Hacker News new | ask | show | jobs
by leipert 2107 days ago
> with the exception of the Internet, which didn't change physical space.

Well, I would argue a lot changes due to the internet, physically. Apart from the infrastructure needed for it, it surely has an impact on commerce. Larger and smaller stores vanish, the shopping experience of many changed drastically.

Due to information being accessible all time and from around the world it has an impact on libraries, print related industries.

I am sure that there are even more examples.

1 comments

Someone from 1960 who suddenly showed up in 2020 wouldn't have to learn much for operations of day-to-day life (they might not even have to change their sartorial tastes).
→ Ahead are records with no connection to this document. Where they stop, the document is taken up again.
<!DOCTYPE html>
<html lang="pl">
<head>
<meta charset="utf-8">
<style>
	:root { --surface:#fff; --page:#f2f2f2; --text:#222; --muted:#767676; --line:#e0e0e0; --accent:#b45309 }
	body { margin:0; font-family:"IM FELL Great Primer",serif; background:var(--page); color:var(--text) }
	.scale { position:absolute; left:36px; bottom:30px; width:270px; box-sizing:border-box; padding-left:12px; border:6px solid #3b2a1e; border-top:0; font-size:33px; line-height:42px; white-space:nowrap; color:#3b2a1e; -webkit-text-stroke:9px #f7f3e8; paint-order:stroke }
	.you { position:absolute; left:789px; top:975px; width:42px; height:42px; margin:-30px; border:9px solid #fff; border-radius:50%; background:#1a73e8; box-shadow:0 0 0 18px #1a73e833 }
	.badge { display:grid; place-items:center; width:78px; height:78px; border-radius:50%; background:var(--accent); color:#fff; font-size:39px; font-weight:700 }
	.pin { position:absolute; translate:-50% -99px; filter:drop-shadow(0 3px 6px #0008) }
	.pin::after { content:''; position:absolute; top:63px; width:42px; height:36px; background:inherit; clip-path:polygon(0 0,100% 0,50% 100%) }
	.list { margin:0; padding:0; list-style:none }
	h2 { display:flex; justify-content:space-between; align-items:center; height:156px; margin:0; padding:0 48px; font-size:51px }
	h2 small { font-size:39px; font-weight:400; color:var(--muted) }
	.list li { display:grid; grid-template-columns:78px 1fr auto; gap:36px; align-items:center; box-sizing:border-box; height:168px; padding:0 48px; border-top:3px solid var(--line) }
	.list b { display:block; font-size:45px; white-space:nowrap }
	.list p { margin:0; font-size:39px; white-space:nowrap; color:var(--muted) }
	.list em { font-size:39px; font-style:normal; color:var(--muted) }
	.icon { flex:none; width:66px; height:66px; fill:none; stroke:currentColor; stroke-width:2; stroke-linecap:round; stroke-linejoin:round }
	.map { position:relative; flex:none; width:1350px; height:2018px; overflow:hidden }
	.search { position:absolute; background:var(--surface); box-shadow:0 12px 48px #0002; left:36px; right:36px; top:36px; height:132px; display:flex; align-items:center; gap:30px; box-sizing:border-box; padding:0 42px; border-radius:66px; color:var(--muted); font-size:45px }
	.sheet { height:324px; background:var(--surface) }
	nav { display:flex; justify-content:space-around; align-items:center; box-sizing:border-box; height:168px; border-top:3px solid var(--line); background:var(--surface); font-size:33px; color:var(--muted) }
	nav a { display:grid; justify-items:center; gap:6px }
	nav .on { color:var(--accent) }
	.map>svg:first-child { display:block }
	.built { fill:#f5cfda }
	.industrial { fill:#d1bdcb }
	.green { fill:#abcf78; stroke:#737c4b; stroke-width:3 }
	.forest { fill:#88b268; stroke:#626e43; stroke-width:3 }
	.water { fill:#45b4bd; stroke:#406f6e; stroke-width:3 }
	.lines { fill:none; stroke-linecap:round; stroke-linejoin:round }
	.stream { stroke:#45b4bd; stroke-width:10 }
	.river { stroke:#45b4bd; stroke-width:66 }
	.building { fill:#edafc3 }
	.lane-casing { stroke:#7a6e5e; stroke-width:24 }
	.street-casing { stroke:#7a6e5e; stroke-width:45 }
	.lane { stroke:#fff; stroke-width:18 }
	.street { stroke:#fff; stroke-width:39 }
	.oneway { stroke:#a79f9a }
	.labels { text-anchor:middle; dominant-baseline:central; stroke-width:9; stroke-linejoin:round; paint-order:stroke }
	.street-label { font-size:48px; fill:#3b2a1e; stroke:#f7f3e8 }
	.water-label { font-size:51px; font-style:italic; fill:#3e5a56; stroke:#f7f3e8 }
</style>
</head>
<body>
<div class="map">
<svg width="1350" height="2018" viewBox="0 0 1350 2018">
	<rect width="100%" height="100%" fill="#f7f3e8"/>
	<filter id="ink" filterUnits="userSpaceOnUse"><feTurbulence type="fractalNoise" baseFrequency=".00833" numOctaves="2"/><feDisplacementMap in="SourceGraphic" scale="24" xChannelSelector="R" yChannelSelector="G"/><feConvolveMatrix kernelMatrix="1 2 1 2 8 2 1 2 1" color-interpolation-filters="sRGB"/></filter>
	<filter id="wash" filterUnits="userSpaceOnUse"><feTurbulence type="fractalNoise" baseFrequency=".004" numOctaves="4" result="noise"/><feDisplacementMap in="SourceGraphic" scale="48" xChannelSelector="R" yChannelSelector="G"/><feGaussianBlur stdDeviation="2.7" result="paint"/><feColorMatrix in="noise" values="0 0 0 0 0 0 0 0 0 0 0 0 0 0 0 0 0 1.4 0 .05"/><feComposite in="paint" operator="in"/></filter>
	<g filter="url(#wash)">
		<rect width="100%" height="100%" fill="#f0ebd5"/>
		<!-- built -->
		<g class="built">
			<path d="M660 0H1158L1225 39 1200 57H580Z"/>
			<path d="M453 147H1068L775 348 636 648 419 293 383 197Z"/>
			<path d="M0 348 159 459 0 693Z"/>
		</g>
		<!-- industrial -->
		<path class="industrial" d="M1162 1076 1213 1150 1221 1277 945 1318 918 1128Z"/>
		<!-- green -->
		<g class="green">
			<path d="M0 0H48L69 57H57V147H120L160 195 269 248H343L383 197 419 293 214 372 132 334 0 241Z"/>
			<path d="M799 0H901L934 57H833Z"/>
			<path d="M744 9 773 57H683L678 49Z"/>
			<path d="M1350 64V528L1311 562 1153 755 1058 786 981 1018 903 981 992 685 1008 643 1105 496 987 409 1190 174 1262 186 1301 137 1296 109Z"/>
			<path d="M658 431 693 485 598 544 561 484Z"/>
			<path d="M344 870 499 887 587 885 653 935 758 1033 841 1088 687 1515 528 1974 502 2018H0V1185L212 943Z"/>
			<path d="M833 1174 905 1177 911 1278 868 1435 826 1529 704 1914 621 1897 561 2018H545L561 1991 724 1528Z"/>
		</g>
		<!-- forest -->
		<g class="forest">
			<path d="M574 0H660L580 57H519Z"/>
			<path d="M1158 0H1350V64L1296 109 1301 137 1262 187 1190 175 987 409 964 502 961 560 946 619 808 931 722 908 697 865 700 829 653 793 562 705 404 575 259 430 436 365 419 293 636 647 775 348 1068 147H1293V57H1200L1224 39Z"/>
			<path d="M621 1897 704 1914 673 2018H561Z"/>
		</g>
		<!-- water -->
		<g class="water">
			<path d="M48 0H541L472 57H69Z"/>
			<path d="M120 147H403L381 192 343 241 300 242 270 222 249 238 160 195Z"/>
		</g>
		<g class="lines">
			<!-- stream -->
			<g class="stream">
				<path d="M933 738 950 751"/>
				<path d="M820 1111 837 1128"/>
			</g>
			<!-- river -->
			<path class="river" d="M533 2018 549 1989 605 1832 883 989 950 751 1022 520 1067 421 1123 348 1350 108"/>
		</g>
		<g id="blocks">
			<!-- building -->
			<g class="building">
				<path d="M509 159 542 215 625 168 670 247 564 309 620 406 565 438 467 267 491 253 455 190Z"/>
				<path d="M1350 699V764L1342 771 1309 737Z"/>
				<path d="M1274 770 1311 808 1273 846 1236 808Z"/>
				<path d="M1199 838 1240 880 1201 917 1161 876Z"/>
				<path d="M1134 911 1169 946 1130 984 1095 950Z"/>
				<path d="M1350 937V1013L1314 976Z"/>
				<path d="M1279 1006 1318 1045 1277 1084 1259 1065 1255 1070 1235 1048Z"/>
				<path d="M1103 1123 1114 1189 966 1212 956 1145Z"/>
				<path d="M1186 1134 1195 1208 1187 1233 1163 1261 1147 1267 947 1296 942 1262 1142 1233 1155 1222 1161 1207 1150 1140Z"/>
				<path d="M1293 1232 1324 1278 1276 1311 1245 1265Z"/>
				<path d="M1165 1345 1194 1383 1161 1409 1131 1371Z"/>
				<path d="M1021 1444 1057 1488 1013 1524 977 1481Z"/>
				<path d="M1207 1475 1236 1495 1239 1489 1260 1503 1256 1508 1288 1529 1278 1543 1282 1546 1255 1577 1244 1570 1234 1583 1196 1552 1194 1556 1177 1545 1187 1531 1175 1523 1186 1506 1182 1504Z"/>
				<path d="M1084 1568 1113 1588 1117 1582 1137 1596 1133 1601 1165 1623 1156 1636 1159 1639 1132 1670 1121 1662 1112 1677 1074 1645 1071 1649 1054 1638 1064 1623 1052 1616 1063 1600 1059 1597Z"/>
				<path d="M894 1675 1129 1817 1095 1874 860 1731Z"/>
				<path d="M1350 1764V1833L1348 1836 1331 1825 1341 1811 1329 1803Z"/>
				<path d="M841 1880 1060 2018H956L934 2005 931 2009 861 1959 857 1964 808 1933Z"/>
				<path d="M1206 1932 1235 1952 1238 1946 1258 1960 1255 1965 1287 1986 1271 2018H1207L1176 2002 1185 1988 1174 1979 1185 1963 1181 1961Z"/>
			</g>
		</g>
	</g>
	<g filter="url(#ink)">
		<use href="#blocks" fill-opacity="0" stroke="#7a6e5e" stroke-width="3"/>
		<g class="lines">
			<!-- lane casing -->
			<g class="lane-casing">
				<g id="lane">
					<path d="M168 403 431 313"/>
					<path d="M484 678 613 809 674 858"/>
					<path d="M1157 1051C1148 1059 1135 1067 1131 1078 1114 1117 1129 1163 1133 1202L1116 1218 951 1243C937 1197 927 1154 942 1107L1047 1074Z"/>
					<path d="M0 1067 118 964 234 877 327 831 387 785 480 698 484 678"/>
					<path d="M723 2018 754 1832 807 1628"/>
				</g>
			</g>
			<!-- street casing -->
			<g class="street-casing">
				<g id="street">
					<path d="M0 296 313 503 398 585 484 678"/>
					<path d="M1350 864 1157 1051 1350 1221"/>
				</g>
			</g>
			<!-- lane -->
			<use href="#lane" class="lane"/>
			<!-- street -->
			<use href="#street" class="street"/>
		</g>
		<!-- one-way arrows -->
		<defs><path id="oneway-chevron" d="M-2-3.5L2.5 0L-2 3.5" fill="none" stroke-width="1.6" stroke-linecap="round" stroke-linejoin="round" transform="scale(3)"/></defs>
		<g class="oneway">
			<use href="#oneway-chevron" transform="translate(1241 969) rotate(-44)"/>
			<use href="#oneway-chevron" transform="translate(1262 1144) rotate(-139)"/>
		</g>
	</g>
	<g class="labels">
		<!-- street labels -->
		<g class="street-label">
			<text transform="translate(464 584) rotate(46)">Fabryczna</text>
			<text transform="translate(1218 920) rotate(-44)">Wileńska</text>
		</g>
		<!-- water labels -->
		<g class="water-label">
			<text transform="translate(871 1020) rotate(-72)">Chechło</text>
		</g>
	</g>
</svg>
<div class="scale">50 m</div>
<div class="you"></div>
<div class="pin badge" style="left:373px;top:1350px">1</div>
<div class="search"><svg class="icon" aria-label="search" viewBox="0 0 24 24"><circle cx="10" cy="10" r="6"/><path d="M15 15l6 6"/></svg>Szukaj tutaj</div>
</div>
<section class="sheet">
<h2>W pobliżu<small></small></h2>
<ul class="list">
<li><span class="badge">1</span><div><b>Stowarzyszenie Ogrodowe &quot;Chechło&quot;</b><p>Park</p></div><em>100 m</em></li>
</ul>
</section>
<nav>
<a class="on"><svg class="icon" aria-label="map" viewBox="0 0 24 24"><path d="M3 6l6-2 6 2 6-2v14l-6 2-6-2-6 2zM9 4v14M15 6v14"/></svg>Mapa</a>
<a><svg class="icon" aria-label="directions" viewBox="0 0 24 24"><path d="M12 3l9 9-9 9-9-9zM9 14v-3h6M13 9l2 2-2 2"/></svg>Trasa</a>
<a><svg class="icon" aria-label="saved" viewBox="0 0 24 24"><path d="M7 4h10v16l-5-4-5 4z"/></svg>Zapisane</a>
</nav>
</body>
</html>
Someone from 1900 who suddenly showed up in 1960 would have much more to learn about household electrification and individual transportation[1][2] (and would definitely have to change their sartorial tastes).

I'm typing this on a writing desk in a room with bookshelves. The internet vastly decreases the latency of our correspondence and vastly increases the amount of reference material to which I have access, but what we're doing isn't qualitatively much removed from what Erasmus or Montaigne presumably did with colleagues in their spare time.

[1] An amusing anecdote from a biography of the Irvine family: the younger members all adapted to the motor vehicle readily enough (1880-1920 having only been 40 years), but one of the older ones, instead of turning the key off, insisted on stopping cars by putting them in high gear and turning them uphill, treating them as if they were runaway broncs.